My Rating: 5 out of 10

4-Word Review: A sex doll obsession.

Michel (Michel Piccoli) runs a successful dental practice, but finds that his life is empty and his marriage to his wife Isabelle (Rada Rassimov) is no longer working. He has cheated on her before, but those affairs left him with the same empty feeling, so this time he decides to take a different route by purchasing a life size sex doll that looks so real that she almost seems human. He takes her everywhere and even brings her along to a visit with his mother (Valentine Tessier) so she can meet his new ‘girlfriend’.  The doll becomes the centerpiece of his very existence and he spends every waking moment he can with her until he sees footage, from a closed circuit camera that he has set-up in his house, of one of friends having sex with her while he was away. He becomes outraged at her ‘betrayal’ and decides that her punishment will be ‘death’.

The film, which can best be described as an early, distant cousin to Lars and the Real Girl, definitely has its share of unique and memorable moments. Writer/director Luis Garcia Berlanga does an admirable job of analyzing just what might happen if sexual fantasy gets taken to its most extreme level. The scenes showing Michel taking the doll to a clothing store in order to be measured and fitted with the latest fashions and marrying the doll in a makeshift wedding are by far the film’s two best segments.

However, it’s Michel’s scenes with his wife that I found to be the most unsettling. The scene where he fondles his wife’s naked breasts late at night as she sleeps while looking at a picture of the doll is quirky enough, but then later on, in the film’s most disturbing moment, she tries immersing completely into his sexual fantasy by pretending to be a sex doll herself in a desperate attempt to win him back.

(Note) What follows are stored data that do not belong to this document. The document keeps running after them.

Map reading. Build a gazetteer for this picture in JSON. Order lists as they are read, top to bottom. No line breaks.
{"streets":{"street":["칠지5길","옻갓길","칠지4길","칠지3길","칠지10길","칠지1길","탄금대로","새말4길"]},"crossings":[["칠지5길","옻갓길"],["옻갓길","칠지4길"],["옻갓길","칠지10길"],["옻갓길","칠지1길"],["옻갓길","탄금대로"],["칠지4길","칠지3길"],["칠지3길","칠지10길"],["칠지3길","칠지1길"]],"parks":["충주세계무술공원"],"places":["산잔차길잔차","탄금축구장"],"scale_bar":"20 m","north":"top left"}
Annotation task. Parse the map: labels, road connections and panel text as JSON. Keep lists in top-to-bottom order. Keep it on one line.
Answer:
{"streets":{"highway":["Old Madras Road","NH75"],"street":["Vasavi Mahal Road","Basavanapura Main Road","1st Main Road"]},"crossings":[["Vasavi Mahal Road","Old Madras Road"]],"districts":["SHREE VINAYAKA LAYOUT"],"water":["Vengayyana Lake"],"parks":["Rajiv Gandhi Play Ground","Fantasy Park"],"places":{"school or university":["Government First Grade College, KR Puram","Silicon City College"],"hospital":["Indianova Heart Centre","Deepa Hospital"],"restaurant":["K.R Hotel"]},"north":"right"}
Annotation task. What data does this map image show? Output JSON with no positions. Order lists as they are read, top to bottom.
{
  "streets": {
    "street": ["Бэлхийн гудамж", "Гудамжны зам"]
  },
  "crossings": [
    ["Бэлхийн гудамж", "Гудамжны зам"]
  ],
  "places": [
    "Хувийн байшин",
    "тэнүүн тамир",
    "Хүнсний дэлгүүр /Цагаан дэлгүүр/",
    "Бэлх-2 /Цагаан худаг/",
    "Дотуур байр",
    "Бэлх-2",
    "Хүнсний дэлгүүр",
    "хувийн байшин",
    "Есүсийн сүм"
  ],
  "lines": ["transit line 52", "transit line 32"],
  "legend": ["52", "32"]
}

What is initially considered the sexual substitute to the real thing soon becomes the preferable choice here and it reminded me of an article I read in a science journal a few years back about young men in their 20’s forced to be prescribed Viagra because they were no longer able to achieve erections with their wives/girlfriends because the proliferation of porn on the internet had somehow dulled their senses to real sex to the point that they found it to be a ‘turn-off’. Now, if you are a fan of porn then that’s great and I don’t mean to be appear like I’m trying to knock it, but I did find it fascinating that elements of that article correlated to what this film was showing and how successful this movie was at foreshadowing the phenomenon’s that we are now seeing in our modern day culture.

Although the film is adequately directed and more of a psychological study than a perverse sleaze feast it’s still not an overall success. The main issue is that the main character acts overtly freaky about the doll from the very beginning without enough backstory to tell us why and simply saying it’s due to a unhappy marriage is not enough. A far more compelling concept would’ve been to portray the main character as being more ‘normal’ by having him feel awkward about the doll and even a bit embarrassed only to grow increasingly more obsessed as the film progresses until his ultimate infatuation with it shocks even him.

Alternate Titles: Grandeur Nature, Love Doll, Tamano Natural

My Rating: 5 out of 10

Released: August 21, 1974

Runtime: 1Hour 41Minutes

Rated X

Director: Luis Garcia Berlanga

Studio: Cinema International Corporation

Available: None at this time.

Baby Boom (1987)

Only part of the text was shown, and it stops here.